What lines in the material hold the string "center"? Copy out each of them.
╭─ MATERIAL FOR THIS TASK
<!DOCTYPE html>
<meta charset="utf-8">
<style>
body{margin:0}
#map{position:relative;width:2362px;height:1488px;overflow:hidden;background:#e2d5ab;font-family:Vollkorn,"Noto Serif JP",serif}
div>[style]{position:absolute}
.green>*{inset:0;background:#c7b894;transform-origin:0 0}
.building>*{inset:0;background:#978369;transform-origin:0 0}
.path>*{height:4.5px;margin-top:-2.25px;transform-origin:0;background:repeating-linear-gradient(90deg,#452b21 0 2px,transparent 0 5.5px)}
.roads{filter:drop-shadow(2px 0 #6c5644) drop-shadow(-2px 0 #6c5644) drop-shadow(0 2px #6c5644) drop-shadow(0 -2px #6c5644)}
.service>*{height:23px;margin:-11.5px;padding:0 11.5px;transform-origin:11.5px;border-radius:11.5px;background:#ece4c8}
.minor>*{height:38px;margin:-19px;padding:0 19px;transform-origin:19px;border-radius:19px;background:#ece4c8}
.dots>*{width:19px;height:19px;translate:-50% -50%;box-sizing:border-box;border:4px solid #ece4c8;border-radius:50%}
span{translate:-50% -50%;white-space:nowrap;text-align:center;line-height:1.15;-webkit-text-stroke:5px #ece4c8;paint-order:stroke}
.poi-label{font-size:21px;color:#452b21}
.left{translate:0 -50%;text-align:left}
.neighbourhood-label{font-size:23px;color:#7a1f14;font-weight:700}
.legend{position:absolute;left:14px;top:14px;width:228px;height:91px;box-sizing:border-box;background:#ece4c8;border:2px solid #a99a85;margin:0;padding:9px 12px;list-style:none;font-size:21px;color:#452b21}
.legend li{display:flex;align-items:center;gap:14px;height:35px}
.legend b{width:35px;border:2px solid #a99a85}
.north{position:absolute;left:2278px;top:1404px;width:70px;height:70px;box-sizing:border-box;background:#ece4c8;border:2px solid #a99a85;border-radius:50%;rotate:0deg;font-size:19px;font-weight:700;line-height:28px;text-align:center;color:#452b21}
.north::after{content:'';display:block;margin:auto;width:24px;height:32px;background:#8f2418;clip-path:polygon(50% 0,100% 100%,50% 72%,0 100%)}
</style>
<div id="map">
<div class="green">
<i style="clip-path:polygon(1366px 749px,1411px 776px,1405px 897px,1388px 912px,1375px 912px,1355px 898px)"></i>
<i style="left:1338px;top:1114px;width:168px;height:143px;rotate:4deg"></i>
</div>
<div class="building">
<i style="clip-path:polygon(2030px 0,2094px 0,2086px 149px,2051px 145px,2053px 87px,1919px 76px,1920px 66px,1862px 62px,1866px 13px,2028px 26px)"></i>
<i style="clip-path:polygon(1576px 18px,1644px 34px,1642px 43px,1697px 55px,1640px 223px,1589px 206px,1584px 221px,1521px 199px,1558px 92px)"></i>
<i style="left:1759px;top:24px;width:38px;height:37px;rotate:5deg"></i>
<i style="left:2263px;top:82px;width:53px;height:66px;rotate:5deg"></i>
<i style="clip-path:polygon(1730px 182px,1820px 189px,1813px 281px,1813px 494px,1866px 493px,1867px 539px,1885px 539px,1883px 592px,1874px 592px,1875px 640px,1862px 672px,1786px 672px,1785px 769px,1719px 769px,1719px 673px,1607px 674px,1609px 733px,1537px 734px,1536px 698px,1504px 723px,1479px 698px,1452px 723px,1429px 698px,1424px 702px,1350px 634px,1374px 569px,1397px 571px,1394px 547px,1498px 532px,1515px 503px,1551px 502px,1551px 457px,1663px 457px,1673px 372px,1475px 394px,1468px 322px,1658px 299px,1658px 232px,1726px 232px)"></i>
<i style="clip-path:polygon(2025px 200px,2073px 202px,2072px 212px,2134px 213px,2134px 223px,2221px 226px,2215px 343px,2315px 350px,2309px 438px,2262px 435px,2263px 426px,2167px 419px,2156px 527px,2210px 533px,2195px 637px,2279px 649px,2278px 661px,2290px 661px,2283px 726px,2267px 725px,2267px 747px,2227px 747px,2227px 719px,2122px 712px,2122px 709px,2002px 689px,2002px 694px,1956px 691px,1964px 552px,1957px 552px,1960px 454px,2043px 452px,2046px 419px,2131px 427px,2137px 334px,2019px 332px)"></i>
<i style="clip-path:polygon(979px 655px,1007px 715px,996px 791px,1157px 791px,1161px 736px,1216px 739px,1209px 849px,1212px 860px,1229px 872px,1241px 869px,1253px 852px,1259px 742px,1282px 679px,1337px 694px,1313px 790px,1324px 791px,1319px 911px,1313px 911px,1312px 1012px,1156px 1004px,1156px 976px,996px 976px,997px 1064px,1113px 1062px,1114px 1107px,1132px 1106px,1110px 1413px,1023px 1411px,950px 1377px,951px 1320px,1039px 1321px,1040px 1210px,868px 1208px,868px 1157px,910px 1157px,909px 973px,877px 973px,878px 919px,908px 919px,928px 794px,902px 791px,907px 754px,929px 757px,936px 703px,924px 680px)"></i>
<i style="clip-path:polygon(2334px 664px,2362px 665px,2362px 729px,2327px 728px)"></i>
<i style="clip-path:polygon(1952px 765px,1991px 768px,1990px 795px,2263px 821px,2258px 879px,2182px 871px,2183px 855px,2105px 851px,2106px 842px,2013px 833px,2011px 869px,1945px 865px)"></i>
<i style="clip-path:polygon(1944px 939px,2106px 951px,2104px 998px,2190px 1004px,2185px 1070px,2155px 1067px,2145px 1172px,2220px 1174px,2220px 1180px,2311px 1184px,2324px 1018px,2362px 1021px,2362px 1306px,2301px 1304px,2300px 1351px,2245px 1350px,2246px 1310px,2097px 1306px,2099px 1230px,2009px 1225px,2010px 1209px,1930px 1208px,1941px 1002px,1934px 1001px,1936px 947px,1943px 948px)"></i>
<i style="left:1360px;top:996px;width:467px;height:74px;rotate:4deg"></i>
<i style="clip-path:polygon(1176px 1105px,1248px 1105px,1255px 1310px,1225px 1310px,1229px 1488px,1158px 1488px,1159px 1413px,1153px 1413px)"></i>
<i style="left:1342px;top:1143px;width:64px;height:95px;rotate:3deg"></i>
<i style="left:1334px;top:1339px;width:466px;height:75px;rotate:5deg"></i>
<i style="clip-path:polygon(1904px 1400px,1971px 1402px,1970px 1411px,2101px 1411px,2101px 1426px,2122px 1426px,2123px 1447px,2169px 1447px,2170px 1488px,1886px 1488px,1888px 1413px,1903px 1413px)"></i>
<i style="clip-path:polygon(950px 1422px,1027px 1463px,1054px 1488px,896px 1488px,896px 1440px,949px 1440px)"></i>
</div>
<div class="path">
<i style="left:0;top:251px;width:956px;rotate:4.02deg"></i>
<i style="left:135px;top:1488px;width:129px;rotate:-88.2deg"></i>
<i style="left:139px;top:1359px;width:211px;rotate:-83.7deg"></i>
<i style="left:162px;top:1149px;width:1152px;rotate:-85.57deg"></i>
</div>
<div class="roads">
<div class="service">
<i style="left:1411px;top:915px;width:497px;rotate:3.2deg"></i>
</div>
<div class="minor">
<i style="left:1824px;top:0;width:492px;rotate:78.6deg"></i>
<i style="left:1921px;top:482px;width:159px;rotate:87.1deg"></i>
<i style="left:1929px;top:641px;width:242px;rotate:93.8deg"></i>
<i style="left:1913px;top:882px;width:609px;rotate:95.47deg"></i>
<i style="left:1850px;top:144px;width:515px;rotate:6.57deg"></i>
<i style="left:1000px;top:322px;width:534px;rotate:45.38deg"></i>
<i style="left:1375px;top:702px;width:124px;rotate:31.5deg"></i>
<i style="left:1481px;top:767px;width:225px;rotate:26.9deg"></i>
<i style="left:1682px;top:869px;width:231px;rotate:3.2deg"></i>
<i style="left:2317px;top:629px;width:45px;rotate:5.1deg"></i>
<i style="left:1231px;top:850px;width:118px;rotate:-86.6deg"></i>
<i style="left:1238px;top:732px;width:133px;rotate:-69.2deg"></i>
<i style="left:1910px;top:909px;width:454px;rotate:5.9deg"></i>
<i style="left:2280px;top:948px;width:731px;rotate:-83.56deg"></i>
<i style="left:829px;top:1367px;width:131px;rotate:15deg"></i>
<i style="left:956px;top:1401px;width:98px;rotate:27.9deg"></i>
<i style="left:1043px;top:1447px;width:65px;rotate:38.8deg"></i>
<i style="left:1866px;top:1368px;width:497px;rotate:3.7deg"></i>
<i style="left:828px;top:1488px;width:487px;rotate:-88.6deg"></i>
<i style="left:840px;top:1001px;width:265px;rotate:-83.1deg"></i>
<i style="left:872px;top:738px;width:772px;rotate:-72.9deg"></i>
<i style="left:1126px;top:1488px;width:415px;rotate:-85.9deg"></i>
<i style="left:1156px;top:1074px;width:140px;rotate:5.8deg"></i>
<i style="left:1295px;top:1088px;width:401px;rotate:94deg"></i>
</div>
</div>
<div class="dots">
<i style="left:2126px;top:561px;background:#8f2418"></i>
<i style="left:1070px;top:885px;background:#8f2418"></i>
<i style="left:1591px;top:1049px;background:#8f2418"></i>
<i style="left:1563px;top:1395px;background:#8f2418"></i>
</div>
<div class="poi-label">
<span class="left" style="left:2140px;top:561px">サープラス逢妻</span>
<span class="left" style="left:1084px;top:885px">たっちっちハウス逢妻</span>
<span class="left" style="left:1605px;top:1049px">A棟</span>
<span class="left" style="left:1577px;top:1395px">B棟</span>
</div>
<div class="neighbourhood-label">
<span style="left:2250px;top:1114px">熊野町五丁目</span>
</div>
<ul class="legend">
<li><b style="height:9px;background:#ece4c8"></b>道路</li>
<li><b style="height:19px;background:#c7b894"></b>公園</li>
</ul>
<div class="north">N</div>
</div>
╰─
ANSWER AREA:
span{translate:-50% -50%;white-space:nowrap;text-align:center;line-height:1.15;-webkit-text-stroke:5px #ece4c8;paint-order:stroke}
.legend li{display:flex;align-items:center;gap:14px;height:35px}
.north{position:absolute;left:2278px;top:1404px;width:70px;height:70px;box-sizing:border-box;background:#ece4c8;border:2px solid #a99a85;border-radius:50%;rotate:0deg;font-size:19px;font-weight:700;line-height:28px;text-align:center;color:#452b21}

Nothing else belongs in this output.